Government Jobs
Is it more beneficial to be hired in the private field or secure a job in the federal government instead? This is certainly one of the most vital concerns that fresh employment hunters may ask when looking to their employment options. Work opportunities in the private and public field both include their own sets of benefits and drawbacks, and therefore, it’s essential to think about each factor just before deciding on a particular profession. 

For those who are thinking of doing work for the government, one of the main advantages that one could appreciate is job security. In contrast to careers in the privately owned sector, government jobs are and not as affected by the state of the economic system. Which means that you'll still have a job even during economic recessions, whereas your colleagues in the non-public sector will probably go through layoffs and lose their careers. 

In addition to having more protection, one other reason for being employed in the government will be the rewards. Of course, those who are in the private industry may also receive benefits, but most of the time, these usually do not attain the level or scope of those received by municipal staff. Interesting government rewards involve extended or lifelong medical care benefits, compensated vacations and maternity leaves, along with huge benefits deals for retired persons. 

There are also a couple of other lesser-known important things about working in the public sector: good work hours and good pay.

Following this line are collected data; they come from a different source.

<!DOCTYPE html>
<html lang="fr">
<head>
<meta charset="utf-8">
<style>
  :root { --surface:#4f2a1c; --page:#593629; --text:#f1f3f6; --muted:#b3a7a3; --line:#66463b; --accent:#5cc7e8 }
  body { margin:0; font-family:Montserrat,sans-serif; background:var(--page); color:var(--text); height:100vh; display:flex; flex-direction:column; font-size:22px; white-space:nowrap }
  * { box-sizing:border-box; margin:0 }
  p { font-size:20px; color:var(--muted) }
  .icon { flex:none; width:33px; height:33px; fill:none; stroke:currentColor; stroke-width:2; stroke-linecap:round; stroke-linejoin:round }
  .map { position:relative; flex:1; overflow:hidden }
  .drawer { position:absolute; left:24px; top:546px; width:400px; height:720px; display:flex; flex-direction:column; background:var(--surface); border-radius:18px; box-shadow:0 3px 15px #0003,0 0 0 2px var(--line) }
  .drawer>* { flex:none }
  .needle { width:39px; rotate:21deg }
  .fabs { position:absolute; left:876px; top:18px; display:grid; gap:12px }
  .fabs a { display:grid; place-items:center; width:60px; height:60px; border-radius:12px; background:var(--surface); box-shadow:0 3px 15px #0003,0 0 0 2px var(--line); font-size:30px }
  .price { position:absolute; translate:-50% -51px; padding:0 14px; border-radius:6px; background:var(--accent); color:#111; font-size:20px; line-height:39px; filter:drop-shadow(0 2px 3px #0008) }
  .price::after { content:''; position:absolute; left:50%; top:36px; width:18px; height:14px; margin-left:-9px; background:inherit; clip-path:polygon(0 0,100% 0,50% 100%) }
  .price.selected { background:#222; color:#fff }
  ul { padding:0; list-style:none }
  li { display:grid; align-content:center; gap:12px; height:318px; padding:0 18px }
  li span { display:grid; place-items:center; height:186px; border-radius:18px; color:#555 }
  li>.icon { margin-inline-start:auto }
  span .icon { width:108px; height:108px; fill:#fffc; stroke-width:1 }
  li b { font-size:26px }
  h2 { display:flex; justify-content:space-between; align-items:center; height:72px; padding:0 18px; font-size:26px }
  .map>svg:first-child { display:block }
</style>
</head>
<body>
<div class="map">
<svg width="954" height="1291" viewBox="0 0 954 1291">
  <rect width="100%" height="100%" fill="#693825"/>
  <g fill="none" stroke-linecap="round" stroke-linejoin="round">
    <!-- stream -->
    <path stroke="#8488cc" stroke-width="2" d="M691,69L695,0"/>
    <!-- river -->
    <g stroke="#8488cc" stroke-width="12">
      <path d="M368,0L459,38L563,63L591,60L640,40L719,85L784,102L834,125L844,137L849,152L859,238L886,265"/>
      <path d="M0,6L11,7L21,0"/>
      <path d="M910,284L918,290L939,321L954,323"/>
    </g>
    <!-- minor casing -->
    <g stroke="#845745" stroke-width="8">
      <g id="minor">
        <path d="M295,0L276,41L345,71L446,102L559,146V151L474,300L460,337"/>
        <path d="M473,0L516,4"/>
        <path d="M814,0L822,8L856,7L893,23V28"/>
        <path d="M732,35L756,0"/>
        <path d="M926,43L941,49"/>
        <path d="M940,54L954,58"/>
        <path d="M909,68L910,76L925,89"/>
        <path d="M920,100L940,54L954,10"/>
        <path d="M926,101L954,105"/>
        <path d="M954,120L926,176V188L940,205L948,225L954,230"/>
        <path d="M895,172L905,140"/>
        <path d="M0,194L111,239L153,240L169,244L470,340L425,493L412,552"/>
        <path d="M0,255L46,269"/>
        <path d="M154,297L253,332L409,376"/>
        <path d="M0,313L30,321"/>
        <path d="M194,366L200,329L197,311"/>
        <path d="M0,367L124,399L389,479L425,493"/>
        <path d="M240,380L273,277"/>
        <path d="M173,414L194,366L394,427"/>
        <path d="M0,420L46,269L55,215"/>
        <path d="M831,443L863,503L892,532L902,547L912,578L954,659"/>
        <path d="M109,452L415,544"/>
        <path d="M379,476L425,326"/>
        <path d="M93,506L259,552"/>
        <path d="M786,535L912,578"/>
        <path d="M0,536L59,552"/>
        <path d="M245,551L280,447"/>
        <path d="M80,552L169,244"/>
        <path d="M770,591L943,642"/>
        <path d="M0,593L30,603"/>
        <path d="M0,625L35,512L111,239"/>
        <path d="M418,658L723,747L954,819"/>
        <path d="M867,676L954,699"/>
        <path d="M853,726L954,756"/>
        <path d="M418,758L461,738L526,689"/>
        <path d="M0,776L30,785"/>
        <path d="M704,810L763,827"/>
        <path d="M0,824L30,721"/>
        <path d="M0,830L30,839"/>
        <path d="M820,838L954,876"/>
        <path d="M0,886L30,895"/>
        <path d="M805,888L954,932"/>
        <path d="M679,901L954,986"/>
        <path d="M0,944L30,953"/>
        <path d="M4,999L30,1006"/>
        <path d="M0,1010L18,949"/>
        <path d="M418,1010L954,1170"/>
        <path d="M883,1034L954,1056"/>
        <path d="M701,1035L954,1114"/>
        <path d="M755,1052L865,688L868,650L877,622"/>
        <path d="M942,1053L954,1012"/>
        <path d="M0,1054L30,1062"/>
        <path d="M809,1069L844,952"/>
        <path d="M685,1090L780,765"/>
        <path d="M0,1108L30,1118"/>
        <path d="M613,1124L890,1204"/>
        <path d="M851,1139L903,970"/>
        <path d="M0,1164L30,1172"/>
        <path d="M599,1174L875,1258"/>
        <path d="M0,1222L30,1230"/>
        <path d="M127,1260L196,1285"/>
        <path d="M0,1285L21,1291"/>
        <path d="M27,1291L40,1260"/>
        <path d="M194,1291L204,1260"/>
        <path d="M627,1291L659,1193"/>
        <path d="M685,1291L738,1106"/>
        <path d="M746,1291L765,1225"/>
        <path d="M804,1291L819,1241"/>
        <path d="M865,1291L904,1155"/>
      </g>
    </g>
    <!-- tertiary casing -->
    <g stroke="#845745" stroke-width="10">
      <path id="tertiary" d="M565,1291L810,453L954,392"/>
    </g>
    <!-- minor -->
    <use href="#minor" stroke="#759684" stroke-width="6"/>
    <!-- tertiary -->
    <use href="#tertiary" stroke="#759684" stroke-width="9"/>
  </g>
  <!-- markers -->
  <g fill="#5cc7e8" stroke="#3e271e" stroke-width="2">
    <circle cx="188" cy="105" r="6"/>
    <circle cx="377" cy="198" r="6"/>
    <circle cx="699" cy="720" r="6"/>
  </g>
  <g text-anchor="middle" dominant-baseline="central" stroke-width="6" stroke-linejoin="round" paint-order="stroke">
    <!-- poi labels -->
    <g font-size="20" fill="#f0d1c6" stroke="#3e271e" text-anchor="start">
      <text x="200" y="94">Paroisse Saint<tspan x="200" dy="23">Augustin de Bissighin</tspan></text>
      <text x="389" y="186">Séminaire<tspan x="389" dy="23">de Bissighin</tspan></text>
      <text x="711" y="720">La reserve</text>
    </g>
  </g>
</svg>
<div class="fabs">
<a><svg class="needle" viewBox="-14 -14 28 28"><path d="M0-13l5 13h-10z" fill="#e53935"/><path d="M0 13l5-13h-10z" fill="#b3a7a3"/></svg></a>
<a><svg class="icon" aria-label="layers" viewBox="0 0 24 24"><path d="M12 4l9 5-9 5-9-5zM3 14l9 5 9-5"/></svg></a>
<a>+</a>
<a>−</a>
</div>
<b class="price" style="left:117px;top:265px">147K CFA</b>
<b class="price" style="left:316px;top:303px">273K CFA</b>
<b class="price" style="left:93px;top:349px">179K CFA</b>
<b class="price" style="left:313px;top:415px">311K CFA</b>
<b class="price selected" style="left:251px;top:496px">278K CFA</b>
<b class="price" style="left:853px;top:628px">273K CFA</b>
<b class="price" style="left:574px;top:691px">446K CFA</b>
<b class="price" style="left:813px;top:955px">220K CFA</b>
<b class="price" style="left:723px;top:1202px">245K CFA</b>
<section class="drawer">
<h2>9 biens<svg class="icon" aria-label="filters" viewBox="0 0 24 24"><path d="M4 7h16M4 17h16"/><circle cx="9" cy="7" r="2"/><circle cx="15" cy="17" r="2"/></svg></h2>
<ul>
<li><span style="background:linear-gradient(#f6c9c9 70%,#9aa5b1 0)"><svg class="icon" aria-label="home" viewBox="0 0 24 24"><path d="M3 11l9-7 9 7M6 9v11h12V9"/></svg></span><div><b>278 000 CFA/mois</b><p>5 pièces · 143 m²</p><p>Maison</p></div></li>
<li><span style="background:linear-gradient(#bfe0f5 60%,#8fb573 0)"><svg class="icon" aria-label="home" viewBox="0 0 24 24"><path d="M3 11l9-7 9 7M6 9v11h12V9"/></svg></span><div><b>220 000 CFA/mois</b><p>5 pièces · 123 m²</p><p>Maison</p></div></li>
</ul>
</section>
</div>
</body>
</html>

Contrary to popular belief, government workers actually receive much better compensation as compared to their non-public sector counterparts. Payment for workers in the public field is kept at a very competitive level to attract top quality professionals. Regarding working hours, on the other hand, government personnel typically have to adhere only to a regular nine-to-five schedule and there is hardly any need to work excess hours - a really appealing benefit for individuals that would like to hang out with their families.

Obviously, work in the government does have a several downsides. One of these is usually less possibilities for promotions. Unlike in the private sector, where one can climb up the organization hierarchy and get pay increases at a fast rate, getting higher positions in the public sector typically takes longer.

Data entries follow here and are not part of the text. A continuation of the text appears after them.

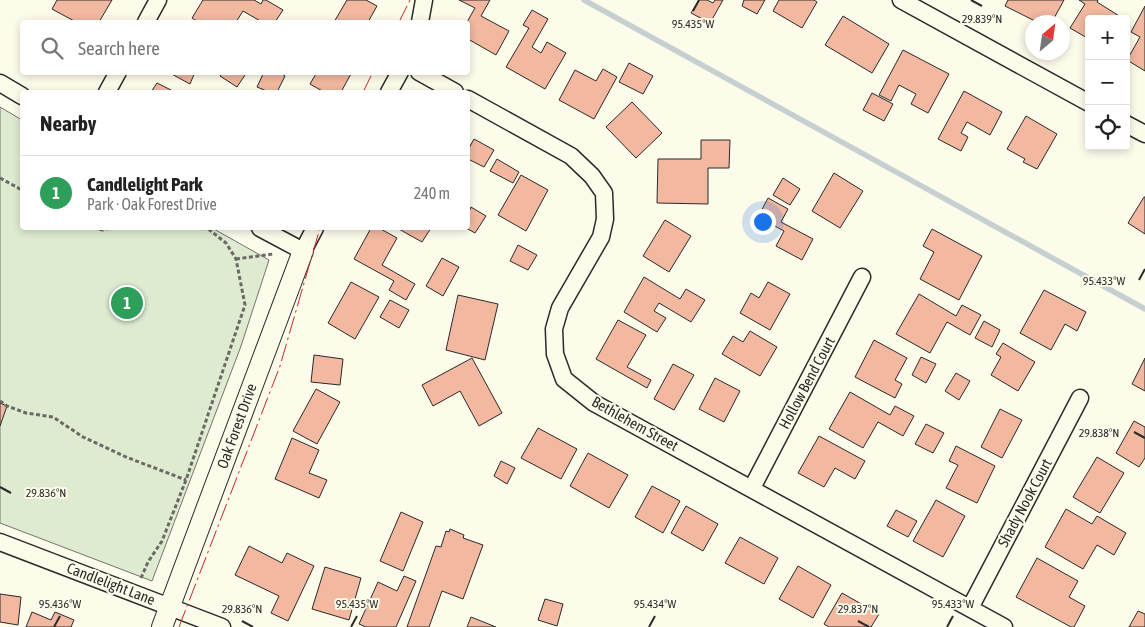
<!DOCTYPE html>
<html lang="en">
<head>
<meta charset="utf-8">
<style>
	body { margin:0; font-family:"Asap Condensed",sans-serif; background:#f2f2f2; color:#222 }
	.controls { position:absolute; right:15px; top:15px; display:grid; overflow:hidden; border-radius:5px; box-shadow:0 2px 8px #0003 }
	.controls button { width:45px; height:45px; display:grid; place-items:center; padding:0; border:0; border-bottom:1px solid #e0e0e0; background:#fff; color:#222; font:25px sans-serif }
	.compass { position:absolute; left:1025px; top:15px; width:45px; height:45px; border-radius:50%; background:#fff; box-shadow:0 2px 8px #0003; rotate:29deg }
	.you { position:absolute; left:762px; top:221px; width:18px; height:18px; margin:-12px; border:4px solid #fff; border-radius:50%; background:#1a73e8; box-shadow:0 0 0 8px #1a73e833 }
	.badge { display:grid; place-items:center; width:32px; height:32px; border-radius:50%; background:#c62828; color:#fff; font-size:16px; font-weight:700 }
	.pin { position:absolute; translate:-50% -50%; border:2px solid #fff; box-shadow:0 1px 5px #0006 }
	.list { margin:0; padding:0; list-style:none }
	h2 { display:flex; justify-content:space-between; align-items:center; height:65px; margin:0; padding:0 20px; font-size:21px }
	h2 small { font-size:16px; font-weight:400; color:#767676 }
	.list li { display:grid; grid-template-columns:32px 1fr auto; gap:15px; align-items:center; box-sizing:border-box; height:75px; padding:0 20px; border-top:1px solid #e0e0e0 }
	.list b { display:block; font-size:19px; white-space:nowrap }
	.list p { margin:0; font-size:16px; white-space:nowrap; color:#767676 }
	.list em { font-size:16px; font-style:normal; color:#767676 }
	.icon { flex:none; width:28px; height:28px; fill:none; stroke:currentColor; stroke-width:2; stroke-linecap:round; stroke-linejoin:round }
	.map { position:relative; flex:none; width:1145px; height:627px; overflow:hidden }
	.search { position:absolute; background:#fff; box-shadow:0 2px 8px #0003; left:20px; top:20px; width:450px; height:55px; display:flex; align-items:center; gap:12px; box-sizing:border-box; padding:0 18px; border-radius:5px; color:#767676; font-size:19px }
	.panel { position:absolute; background:#fff; box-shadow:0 2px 8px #0003; left:20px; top:90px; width:450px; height:140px; border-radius:5px }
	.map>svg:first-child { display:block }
</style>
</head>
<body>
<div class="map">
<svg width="1145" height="627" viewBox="0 0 1145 627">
	<rect width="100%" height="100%" fill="#fdfbea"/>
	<!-- green -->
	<path fill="#deebd1" stroke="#74746e" d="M0,107l22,13v108h190l57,32 -28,86 -89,235 -152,-58z"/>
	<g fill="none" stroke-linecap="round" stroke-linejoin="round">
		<!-- stream -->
		<path stroke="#c7d0d0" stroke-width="5.5" d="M584,0l561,309"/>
	</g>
	<!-- building -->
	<path fill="#f2b8a0" stroke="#2b2b2b" d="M57,0h55l-13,22h-23l-24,-13z
		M203,0h51l7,4 2,-4h3l17,10 -8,12h-13l-19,-11 -7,11h-38l-6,-4z
		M347,0h19l11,6 -9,16h-34z
		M459,0h31l-9,16 28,15 -13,24 -28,-16 -1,-17 8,-14z
		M699,0h8l6,3 2,-3h8l-13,23 -19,-10z
		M744,0h21l-8,14 -15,-8z
		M779,0h35l3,2 -15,26 -29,-17z
		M1008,0h56l-12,22h-15l-32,-16z
		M1079,0h19l-1,2 27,17h-35v20l-19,-11 15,-24z
		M1145,6v65l-18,-11 13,-23 -9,-5z
		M532,10l16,9 -16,28 9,6 6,-11 19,11 -21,36 -39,-22 23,-39 -6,-3z
		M843,16l46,28 -17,29 -47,-28z
		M903,50l46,24 -21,39 -17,-9 5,-10 -17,-9 -8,16 -12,-6z
		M629,63l24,13 -10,18 -24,-12z
		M603,69l14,8 -23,42 -35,-19 16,-30 21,11z
		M168,72h27l-5,12z
		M222,72h25l-10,15 -17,-11z
		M264,72h15l6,4 -8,16h-8l-12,-5z
		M317,72h35l-11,20h-17l-14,-8z
		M157,83l18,9h-24z
		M964,91l38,21 -12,23 -23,-13 -6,11 7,4 -7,14 -23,-12z
		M872,93l21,11 -9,17 -21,-11z
		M632,102l30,31 -26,25 -30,-31z
		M1026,116l31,18 -20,35 -14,-7 2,-3 -18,-10z
		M474,139l20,11 -10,17 -16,-8v-9z
		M701,140h29l-1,28h-21v36l-51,-1 1,-44h43z
		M497,159l22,13 -6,11 -23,-12z
		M834,173l29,18 -23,37 -28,-17z
		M521,175l27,15 -22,41 -28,-16z
		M783,178l17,11 -10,16 -17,-10z
		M1144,197h1v37l-17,-11z
		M768,198l20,11 -7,13 32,17 -11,21 -26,-14 8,-15 -26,-14z
		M471,207l15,9 -11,17 -9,-5h2v-14z
		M665,220l26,16 -22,36 -26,-16z
		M371,228h8l18,10 -15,27 33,19 -9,16 -17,-10 5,-9 -40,-22z
		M397,228h34l-9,14z
		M932,229l50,27 -23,44 -39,-21 14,-27 -11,-6z
		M518,245l19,10 -9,15 -18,-9z
		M442,258l17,9 -16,29 -17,-10z
		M644,277l36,22 6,-10 19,11 -14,22 -32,-19 -5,8 12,7 -9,14 -33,-20z
		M351,282l28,15 -24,42 -27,-16z
		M768,282l22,12 -20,36 -30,-17 11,-20 8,5z
		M1044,290l42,22 -9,19 -12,-7 -14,26 -31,-17z
		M919,294l37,22 6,-11 19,10 -11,20 -23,-13 -17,31 -34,-19z
		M458,295l40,9 -13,56 -39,-10z
		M390,300l19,10 -10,18 -19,-11z
		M618,320l28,15 -19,32 24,13 -4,8 -51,-29z
		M984,321l16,9 -8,17 -17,-9z
		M750,331l27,16 -17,29 -38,-22 11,-18 10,6z
		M874,340l33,18 -12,22 7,4 -7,14 -40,-21z
		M1003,343l32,19 -17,29 -27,-16 10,-18 -5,-3z
		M314,355l29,4 -3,26 -29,-3z
		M921,357l15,7 -10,19 -14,-8z
		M472,358l30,55 -23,13 -19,-35 -27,15 -11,-21z
		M1145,358v33l-13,-7z
		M673,364l21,11 -20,35 -20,-11z
		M956,373l14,8 -11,19 -14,-9z
		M715,378l25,13 -16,31 -25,-13z
		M316,389l24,13 -23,42 -24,-13z
		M850,392l40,23 5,-9 19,10 -11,20 -25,-14 -15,26 -34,-19z
		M0,403l7,3 -7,20z
		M1000,409l22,11 -20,38 -21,-11z
		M1134,421l11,6v31l-6,9 -23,-14z
		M926,424l18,9 -11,20 -18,-9z
		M538,428l39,21 -16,30 -40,-21z
		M819,436l46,25 -10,18 -20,-11 -11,19 -26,-14z
		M292,438l27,12 -10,23 18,7 -8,18 -44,-19z
		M956,446l39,20 -18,37 -31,-15 12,-23 -9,-4z
		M588,453l40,22 -19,33 -39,-22z
		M1097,457l27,16 -24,40 -27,-16z
		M501,461l14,7 -8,16 -13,-8z
		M652,486l28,15 -17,32 -28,-16z
		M936,500l29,16 -22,41 -30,-16z
		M686,506l32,18 -15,27 -32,-18z
		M1066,509l26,15 5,-8 29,17 -12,22 -17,-10 -14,24 -38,-22z
		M896,510l21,11 -9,16 -21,-11z
		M401,512l22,10 -20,49 -23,-10z
		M450,529l14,6 -1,3 20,7 -20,54 -21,-8 -13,36h-22l29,-81 5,1 5,-16 3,1z
		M740,537l38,21 -14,26 -39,-21z
		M249,546l33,17 5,-10 27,13 -26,55 -17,-8 8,-17 -44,-21z
		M1037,558l41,23 -9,16 16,9 -11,21h-3l-55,-30z
		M798,566l33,19 -18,33 -34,-19z
		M325,567l36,11 -12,42 -37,-11z
		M404,576l12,5 -20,46h-30l-7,-3 19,-42 19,9z
		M842,593l37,21 -8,13h-42l-5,-3z
		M0,594l21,3 -3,28 -18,-3z
		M545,599l18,5 -6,22 -19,-6z
		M1138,611l7,3v13h-16z
		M32,612l19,8 4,-8 19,8 -3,7h-45z
		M471,617l25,10h-29z"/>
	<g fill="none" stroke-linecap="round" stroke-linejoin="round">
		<!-- minor casing -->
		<g stroke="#2b2b2b" stroke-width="19">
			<path id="minor" d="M901,0l188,103
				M146,22l12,-22
				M420,22l4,-22
				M419,72l36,20
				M0,83l22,13
				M107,92l11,-20
				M389,92l11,-20
				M468,99l103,57 21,20 12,17 1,26 -4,18 -41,71 -6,21 1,25 9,25 30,24 410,224
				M1126,124l19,10
				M260,228l43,23 12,-23
				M752,488l110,-211
				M0,542l222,85
				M970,608l110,-210"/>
		</g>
		<!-- tertiary casing -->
		<g stroke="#2b2b2b" stroke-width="22">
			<path id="tertiary" d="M162,627l141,-376"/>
		</g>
		<!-- path -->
		<path stroke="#6a6964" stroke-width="3" stroke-dasharray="4 2.5" stroke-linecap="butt" d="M0,178l22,12
			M93,228l10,2 7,-2
			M236,259l37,-5
			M0,401l7,5 19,7 27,4 30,20 43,20 60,23
			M141,578l7,-16 14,-21 24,-61 59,-175 -9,-46 -10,-16 -19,-15"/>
		<!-- minor -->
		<use href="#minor" stroke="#fdfbea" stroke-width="16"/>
		<!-- tertiary -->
		<use href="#tertiary" stroke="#fdfbea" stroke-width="20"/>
		<!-- power -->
		<path stroke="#c62828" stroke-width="1" stroke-dasharray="18 4 2.5 4" stroke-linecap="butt" d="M399,22l11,-22
			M363,92l10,-20
			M179,627l101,-261 40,-138"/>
	</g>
	<!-- ticks -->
	<path fill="none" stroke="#2b2b2b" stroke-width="2" d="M971,0l11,6M693,11l6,-11M1139,280l6,-11M1134,432l11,6M0,487l11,6M242,621l11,6M858,621l11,6M54,627l6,-11M351,627l6,-11M649,627l6,-11M947,627l6,-11"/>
	<g text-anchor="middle" stroke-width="4" stroke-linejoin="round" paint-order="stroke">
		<!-- street labels -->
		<g font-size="15" fill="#2b2b2b" stroke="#fdfbea">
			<text transform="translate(807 383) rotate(-62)" y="5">Hollow Bend Court</text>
			<text transform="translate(635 424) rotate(29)" y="5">Bethlehem Street</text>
			<text transform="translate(237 426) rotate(-70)" y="5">Oak Forest Drive</text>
			<text transform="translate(1025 503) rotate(-62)" y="5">Shady Nook Court</text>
			<text transform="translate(111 584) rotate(21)" y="5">Candlelight Lane</text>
		</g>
	</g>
	<g font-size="12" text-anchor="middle" fill="#2b2b2b" stroke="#fdfbea" stroke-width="4" stroke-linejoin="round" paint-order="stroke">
		<text x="982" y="23">29.839°N</text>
		<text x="693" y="28">95.435°W</text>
		<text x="1104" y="285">95.433°W</text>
		<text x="1099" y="437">29.838°N</text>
		<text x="46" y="497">29.836°N</text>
		<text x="60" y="608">95.436°W</text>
		<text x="357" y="608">95.435°W</text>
		<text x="655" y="608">95.434°W</text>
		<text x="953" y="608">95.433°W</text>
		<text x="242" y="613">29.836°N</text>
		<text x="858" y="613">29.837°N</text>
	</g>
</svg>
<div class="controls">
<button>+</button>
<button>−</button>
<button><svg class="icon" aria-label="locate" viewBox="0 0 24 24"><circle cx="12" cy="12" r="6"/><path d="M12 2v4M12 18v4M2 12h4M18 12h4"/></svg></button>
</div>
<svg class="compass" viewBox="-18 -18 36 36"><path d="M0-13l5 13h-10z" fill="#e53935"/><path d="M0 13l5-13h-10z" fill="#767676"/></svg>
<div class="you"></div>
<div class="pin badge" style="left:127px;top:303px;background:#2e9e5b">1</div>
<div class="search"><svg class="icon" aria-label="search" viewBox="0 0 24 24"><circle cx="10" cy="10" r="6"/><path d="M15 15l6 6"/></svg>Search here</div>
<section class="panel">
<h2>Nearby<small></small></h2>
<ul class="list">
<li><span class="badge" style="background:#2e9e5b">1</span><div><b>Candlelight Park</b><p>Park · Oak Forest Drive</p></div><em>240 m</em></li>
</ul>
</section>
</div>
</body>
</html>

In addition to having less chances of getting promoted to a better position, it may also be difficult to get government work opportunities and secure them. Offered opportunities inside the public sector are very minimal and many may require more experience in the field and specialized training (a master’s level or PhD, for example). Highly specific qualities might also be required for certain government jobs; Australia public offices, in particular, may consider only indigenous people in the Aboriginal community for a healthcare position targeting the group.

Content resource - Government Jobs offers full-time, part-time and casual careers Australia-wide.